Alguien debería tomarse el trabajo de recopilar esos diálogos, esas apariciones fugaces en la literatura que tienen tanta realidad como lo irreal, que consiguieron filtrarse, entrar, de modo que muchos creen saber cuál es su lugar, cuando su lugar es sólo la imaginación o el engaño, que vendría a ser lo mismo. Al mismo tiempo, esos elementos extraños sirven de proba probante para algo tan pueril como saber si nos están engañando –no tan pueril en realidad. Si alguien asegura haber leído en El Quijote aquello de “Ladran, Sancho, señal que cabalgamos”, estará confirmando que nos miente, porque lo primero –o lo segundo– que sorprende a cualquier lector es justamente la ausencia flagrante de esa expresión. Lo mismo courre con “Elemental, mi querido Watson”, algo jamás puesto en boca de Sherlock Holmes por Arthur Conan Doyle. Una novela y la personalidad de su protagonista resultan mucho más ricas que la imagen que se instaló y quedo cristalizada de ellas: se dice que a Pinocho la nariz le crece cada vez que miente. Lo cierto es que, en el libro, la nariz le crece a Pinocho cuatro veces, y no siempre por mentir. La primera “erección” de Pinocho tiene lugar apenas Geppetto se la talla; la segunda, ante la olla pintada en la pared de su casa; la tercera, en presencia del Hada; la cuarta, ante un pobre viejo que le informa sobre la suerte del niño accidentado en la playa. Es cierto, la nariz le crece por mentir en el segundo caso, pero en el segundo caso se trata menos de un niño que miente que de un niño aterrado: de haber sobrevivido a un ahorcamiento se encuentra de golpe en una cama extraña ante una niña de cabellos azules con serios problemas de afectividad. Que Pinocho mienta en esas circunstancias demuestra el completo control de sus emociones y, sobre todo, una valentía extrema: cualquier otro en su lugar preferiría volver al cadalso.
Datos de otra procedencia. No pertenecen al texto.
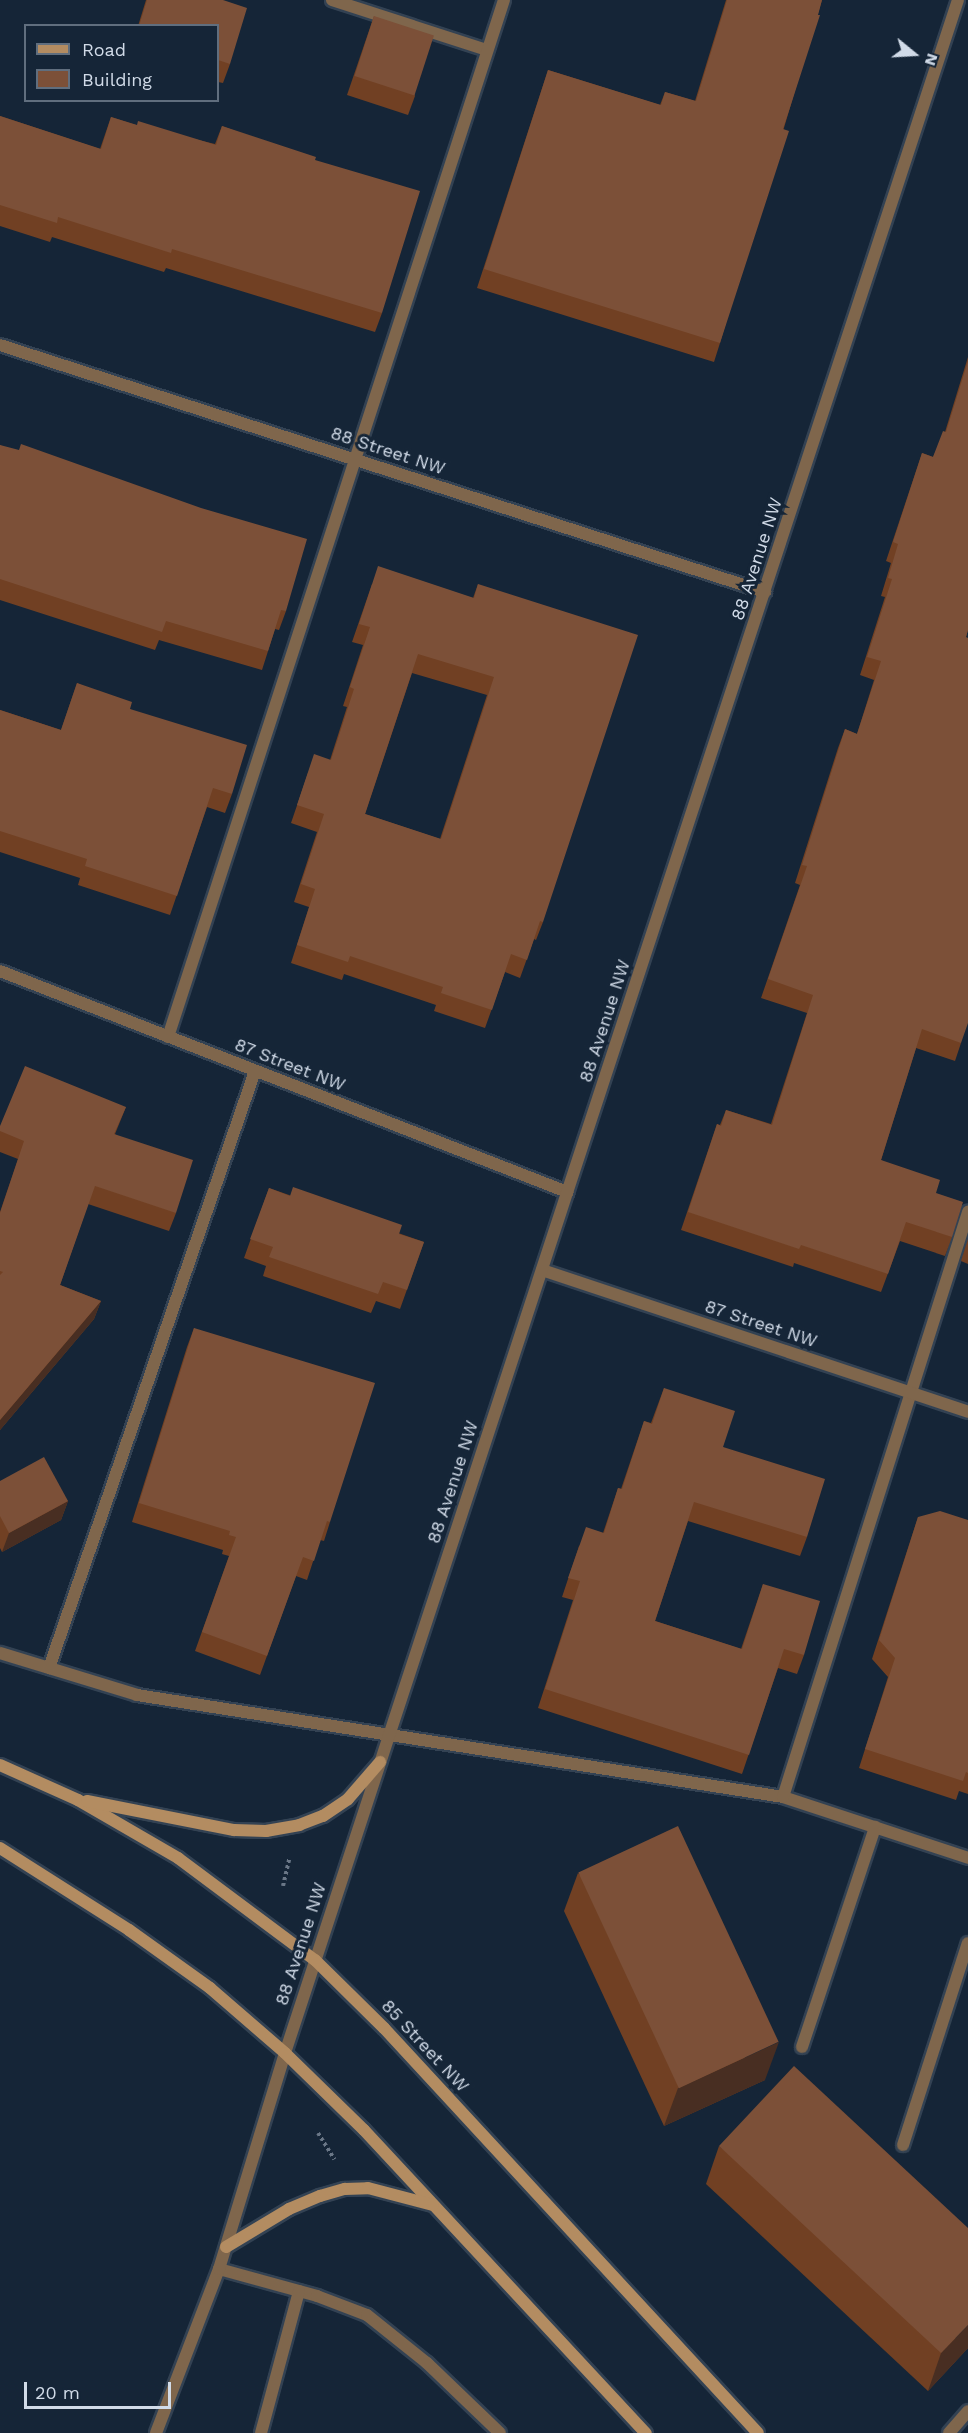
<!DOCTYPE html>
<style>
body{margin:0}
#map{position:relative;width:968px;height:2433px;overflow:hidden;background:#152537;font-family:"Work Sans",sans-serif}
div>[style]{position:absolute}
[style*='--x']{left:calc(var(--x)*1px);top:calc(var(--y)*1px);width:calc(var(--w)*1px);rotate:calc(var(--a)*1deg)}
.path>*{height:4px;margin-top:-2px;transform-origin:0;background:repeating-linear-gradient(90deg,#6a7787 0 3px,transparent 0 6px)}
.roads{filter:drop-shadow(2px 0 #334253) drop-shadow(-2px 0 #334253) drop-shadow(0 2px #334253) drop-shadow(0 -2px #334253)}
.lane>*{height:12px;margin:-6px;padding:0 6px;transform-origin:6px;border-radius:6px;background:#7f664c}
.street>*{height:12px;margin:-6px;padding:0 6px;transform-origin:6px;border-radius:6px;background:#7f664c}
.secondary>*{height:12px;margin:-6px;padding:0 6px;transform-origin:6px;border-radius:6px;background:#b38c61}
.wall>*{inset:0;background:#714023}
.shaded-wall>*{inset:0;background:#482e22}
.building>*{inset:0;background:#7c5038;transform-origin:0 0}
span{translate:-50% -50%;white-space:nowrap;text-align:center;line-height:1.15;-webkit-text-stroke:6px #152537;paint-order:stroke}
.street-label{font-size:18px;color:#d1dbe8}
.legend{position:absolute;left:24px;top:24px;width:195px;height:78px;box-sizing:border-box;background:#152537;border:2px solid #606e7e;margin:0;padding:8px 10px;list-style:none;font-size:18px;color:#d1dbe8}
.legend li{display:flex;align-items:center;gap:12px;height:30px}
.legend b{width:30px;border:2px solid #606e7e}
.north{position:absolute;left:884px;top:24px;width:60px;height:60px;-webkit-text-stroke:4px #152537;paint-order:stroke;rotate:108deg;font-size:16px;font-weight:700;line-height:24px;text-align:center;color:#d1dbe8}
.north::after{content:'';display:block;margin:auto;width:21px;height:27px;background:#d1dbe8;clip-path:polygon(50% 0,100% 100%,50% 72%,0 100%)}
.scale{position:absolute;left:24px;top:2382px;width:147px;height:27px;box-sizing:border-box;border:3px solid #d1dbe8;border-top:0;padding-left:8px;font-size:18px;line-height:21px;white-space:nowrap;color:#d1dbe8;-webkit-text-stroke:4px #152537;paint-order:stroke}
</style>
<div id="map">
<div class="path">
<div style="--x:283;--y:1886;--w:28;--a:-77"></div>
<div style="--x:318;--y:2133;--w:31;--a:58"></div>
</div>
<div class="roads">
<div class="lane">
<div style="--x:332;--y:0;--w:163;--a:17.9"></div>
<div style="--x:168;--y:1037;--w:1090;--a:-72.05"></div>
<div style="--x:0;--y:1653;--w:143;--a:17"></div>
<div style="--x:137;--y:1695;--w:654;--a:8.97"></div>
<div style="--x:783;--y:1797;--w:195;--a:18.2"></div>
<div style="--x:49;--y:1668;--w:632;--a:-70.96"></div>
<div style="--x:783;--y:1797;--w:614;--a:-72.45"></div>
<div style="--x:802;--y:2047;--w:232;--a:-71.6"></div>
<div style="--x:903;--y:2145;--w:212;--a:-72.2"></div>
<div style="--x:219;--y:2269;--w:102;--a:15.4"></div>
<div style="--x:317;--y:2296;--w:53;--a:20.8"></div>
<div style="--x:367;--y:2315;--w:77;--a:38.7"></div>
<div style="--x:427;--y:2363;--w:101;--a:43.8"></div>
<div style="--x:156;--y:2433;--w:176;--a:-69"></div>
<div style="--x:219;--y:2269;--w:226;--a:-73"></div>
<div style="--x:261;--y:2433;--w:147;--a:-75"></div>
<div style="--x:949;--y:2433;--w:29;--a:-49"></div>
</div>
<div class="street">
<div style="--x:0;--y:345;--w:804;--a:17.89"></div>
<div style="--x:0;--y:971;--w:609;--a:21.29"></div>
<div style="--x:542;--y:1270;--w:449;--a:18.4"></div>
<div style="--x:285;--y:2053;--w:2160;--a:-71.85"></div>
</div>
<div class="secondary">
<div style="--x:0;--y:1765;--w:85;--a:24.2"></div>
<div style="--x:78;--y:1800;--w:116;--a:30.1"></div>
<div style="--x:178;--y:1858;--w:171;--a:36.7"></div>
<div style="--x:315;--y:1960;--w:97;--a:44.6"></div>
<div style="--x:384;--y:2028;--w:551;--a:47.28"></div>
<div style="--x:87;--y:1801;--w:150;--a:11.2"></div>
<div style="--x:234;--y:1830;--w:32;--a:2"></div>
<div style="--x:266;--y:1831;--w:34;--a:-10"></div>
<div style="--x:299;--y:1825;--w:26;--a:-21"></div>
<div style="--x:323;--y:1816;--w:30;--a:-34"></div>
<div style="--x:348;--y:1799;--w:49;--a:-49.1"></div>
<div style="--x:0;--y:1848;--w:153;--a:32.4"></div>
<div style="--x:129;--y:1930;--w:100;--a:35.6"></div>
<div style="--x:210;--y:1988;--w:99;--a:40.9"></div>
<div style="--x:285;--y:2053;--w:110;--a:44.3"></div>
<div style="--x:364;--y:2130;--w:414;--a:47.1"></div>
<div style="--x:226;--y:2247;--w:74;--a:-31.1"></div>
<div style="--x:289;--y:2209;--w:34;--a:-23"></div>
<div style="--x:320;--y:2196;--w:26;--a:-16"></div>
<div style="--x:345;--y:2189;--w:23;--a:-2"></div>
<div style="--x:368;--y:2188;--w:67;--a:14.7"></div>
</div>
</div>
<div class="wall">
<div style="clip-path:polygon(146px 0,223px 0,230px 64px,223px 83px,218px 82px,218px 26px,138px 26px)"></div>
<div style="clip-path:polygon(726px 0,822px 0,720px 343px,714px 362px,477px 288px,548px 70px,660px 105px,665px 92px,695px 101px)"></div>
<div style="clip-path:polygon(374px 16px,415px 96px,408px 115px,347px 95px)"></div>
<div style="clip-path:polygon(0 116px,100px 149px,111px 117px,136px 125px,215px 144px,222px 126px,315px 160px,382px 313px,375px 332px,166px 268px,164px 272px,52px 237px,50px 242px,0 226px)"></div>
<div style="clip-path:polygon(968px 357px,968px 630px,966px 637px,961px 1043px,955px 1061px,916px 1048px,881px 1160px,936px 1193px,952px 1237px,945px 1256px,900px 1241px,881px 1292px,794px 1263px,793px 1267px,681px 1230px,717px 1124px,720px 1125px,726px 1110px,771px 1124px,807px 1013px,761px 998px,800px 885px,795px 883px,838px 748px,845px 729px,857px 734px,874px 680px,860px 675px,885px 597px,881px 596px,891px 563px,886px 561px,922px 453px,933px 457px,945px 432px)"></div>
<div style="clip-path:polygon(0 445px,286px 611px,279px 630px,275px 629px,262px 670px,159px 640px,155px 650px,0 600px)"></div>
<div style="clip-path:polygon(evenodd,372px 584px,473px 598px,478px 584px,543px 922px,536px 940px,534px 939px,520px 978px,505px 972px,485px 1028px,434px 1011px,436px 1005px,344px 974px,342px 980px,291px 963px,309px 907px,294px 902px,317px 832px,291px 823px,308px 773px,330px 760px,347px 707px,343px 706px,363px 645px,352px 642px,372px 584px,412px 673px,487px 695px,440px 839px,365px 814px,412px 673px)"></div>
<div style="clip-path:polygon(77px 683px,130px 709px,232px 794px,225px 813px,207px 807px,170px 915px,78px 885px,80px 878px,0 852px,0 710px,61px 730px)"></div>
<div style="clip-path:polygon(126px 1107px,115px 1134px,176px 1213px,169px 1231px,88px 1204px,60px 1285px,101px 1301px,94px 1319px,0 1430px,0 1212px,18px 1159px,0 1152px,0 1126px)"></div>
<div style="clip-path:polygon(269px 1188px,424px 1242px,400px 1309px,376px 1301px,371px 1313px,263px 1276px,266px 1266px,244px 1258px)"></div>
<div style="clip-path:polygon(968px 1239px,968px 1264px,961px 1261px)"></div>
<div style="clip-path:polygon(194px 1328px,330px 1522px,324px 1541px,320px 1540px,307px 1580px,296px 1576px,260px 1675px,195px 1651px,229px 1556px,222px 1554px,223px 1550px,132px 1522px,187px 1347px)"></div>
<div style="clip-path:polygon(664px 1388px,723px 1447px,807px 1537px,800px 1556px,688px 1521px,655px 1621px,741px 1649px,763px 1584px,804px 1655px,797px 1674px,778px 1668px,742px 1774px,538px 1708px,573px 1600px,562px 1597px,579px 1546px,603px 1533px,618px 1488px,621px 1489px,644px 1421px,651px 1423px)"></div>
<div style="clip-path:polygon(0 1481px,68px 1501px,61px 1520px,2px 1552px,0 1548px)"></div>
<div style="clip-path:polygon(918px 1517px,968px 1520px,968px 1794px,959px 1791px,956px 1800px,859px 1768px,888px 1677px,872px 1659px)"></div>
<div style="clip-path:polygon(578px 1873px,765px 2080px,664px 2126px,564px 1911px)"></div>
<div style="clip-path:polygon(719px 2146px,968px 2348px,928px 2391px,706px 2184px)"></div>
</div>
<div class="shaded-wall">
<div style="clip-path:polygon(101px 1301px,94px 1319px,0 1430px,0 1420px)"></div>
<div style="clip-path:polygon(68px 1501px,61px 1520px,2px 1552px,9px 1533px)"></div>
<div style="clip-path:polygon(779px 2042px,765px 2080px,664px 2126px,678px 2088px)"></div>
<div style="clip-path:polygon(968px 2325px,968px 2348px,928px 2391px,941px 2353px)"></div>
</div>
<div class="building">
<div style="clip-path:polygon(147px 0,223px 0,247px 8px,230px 64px,218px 60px,218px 26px,139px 26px)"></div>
<div style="clip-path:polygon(727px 0,822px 0,818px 15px,820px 15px,783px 129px,789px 131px,720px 343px,484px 269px,548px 70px,661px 105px,665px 92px,696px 101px)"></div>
<div style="left:374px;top:16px;width:63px;height:63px;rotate:18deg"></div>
<div style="clip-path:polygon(0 116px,101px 149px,111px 117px,137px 125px,138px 121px,216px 145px,222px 126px,316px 157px,315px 160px,420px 191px,382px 313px,172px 249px,171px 253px,58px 217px,57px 223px,0 205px)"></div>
<div style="clip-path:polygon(968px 361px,968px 630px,966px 637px,968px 638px,968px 1023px,961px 1043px,922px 1029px,881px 1160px,940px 1180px,936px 1193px,963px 1202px,952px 1237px,906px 1222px,888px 1274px,801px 1245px,799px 1249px,688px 1212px,717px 1124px,721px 1126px,726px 1110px,772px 1125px,813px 995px,768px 979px,807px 866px,802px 865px,845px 729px,857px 734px,881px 661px,867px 657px,892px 579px,888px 578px,898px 544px,893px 542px,922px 453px,933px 457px,943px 431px,946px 432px)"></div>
<div style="clip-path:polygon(21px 444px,201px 508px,307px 539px,286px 611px,281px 610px,268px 651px,166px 621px,162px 632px,0 579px,0 445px,19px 450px)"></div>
<div style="clip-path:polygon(evenodd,378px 566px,474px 598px,478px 584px,638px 635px,543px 922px,540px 921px,527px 960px,511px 954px,492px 1010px,441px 993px,443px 987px,350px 956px,348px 962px,297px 945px,315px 889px,301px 884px,324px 814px,297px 805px,314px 754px,331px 760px,354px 689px,350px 687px,370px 627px,359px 624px,378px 566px,418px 654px,494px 677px,441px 839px,365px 814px,418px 654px)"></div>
<div style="clip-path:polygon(77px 683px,132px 702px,130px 709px,247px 745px,232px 794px,213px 788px,177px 896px,85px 866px,87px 859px,0 831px,0 710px,61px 730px)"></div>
<div style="clip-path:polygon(25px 1066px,126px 1107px,114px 1134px,193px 1160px,176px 1213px,95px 1186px,60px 1285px,101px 1301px,0 1420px,0 1275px,3px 1272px,0 1271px,0 1213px,24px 1141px,0 1131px,0 1126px)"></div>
<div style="clip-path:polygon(293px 1187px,402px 1225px,399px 1234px,424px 1242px,407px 1290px,383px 1282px,378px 1294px,269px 1257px,273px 1247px,250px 1239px,269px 1188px,290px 1196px)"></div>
<div style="clip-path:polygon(194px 1328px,375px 1383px,330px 1522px,327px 1521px,314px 1561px,303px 1557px,267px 1656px,202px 1632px,236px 1537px,229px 1535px,230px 1531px,139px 1503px)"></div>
<div style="clip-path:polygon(664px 1388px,735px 1411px,723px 1447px,825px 1479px,807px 1537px,694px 1502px,655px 1621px,742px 1649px,763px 1584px,820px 1601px,804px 1655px,784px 1649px,749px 1755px,545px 1689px,580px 1581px,568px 1578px,586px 1527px,604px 1533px,618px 1488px,622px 1489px,644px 1421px,652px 1424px)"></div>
<div style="clip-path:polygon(44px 1457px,68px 1501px,9px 1533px,0 1516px,0 1481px)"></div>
<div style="clip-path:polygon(940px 1511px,968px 1520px,968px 1773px,966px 1772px,963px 1781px,865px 1749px,895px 1658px,879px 1640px,918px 1517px)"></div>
<div style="left:678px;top:1826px;width:238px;height:110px;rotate:65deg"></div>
<div style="clip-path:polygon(794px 2066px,968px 2228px,968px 2325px,941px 2353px,719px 2146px)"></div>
</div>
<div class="street-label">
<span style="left:388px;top:451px;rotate:18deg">88 Street NW</span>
<span style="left:757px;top:559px;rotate:-72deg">88 Avenue NW</span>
<span style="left:605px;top:1021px;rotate:-72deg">88 Avenue NW</span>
<span style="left:290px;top:1065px;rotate:21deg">87 Street NW</span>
<span style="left:761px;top:1324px;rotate:18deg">87 Street NW</span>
<span style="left:453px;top:1482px;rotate:-72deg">88 Avenue NW</span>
<span style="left:301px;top:1944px;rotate:-72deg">88 Avenue NW</span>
<span style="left:425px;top:2046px;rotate:47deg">85 Street NW</span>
</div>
<ul class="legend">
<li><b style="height:8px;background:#b38c61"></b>Road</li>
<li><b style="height:16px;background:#7c5038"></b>Building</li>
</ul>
<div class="north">N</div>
<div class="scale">20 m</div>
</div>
Pero hay más: son expresiones que como caballos de Troya entran subrepticiamente en la ciudad, o sea en nosotros y en nuestra confianza, para dominar nuestra imaginación y someterla. El caballo de Troya, ya que lo mencionamos.

Muchos aseguran haber leído en La Ilíada el pasaje que describe el modo en que los aqueos consiguen entrar a la ciudadela troyana, cuya invención se atribuye a Ulises y su construcción a Epeo, que no era ni carpintero ni maestro mayor de obras, sino un simple soldado. José Edmundo Clemente se detiene en esto en Historia de la soledad, un libro publicado en 1969 en la Argentina por Siglo XXI. Clemente se tomó el trabajo de consultar el diccionario Espasa, y parece ser que hasta el abultado diccionario cae en la alucinación popular de describir la hazana ocurriendo en La Ilíada. Es gracioso ver en algunas ediciones al caballo ausente soberano de las tapas, demostrando que ni siquiera los editores leen las cosas que publican.  Clemente invita a comprobar que no hay caballo leyendo los XXIV cantos del poema homérico. Hay, en cambio, breves alusiones en La Odisea, que dicen poco de los soldados callados dentro del incómodo caballo. El aedo de la corte de Alcinoo, Demódoco de Corcira, lo menciona al pasar en el canto VIII, cuando canta delante de Ulises episodios de la Guerra de Troya. ¿Cómo es posible entonces que un pasaje presente en una obra llegue a representar con tanta fidelidad a una obra en la que ese pasaje está ausente? Clemente dice que en su opinión esa es la metáfora más alta y valedera de la mitología.

Clemente se tomó el trabajo de contar: “Tres veces se menciona en La Odisea el famoso caballo, con menos de 46 versos en total en un poema de 12.110”. Es hermoso cuando en una discusión alguien habla con semejante precisión.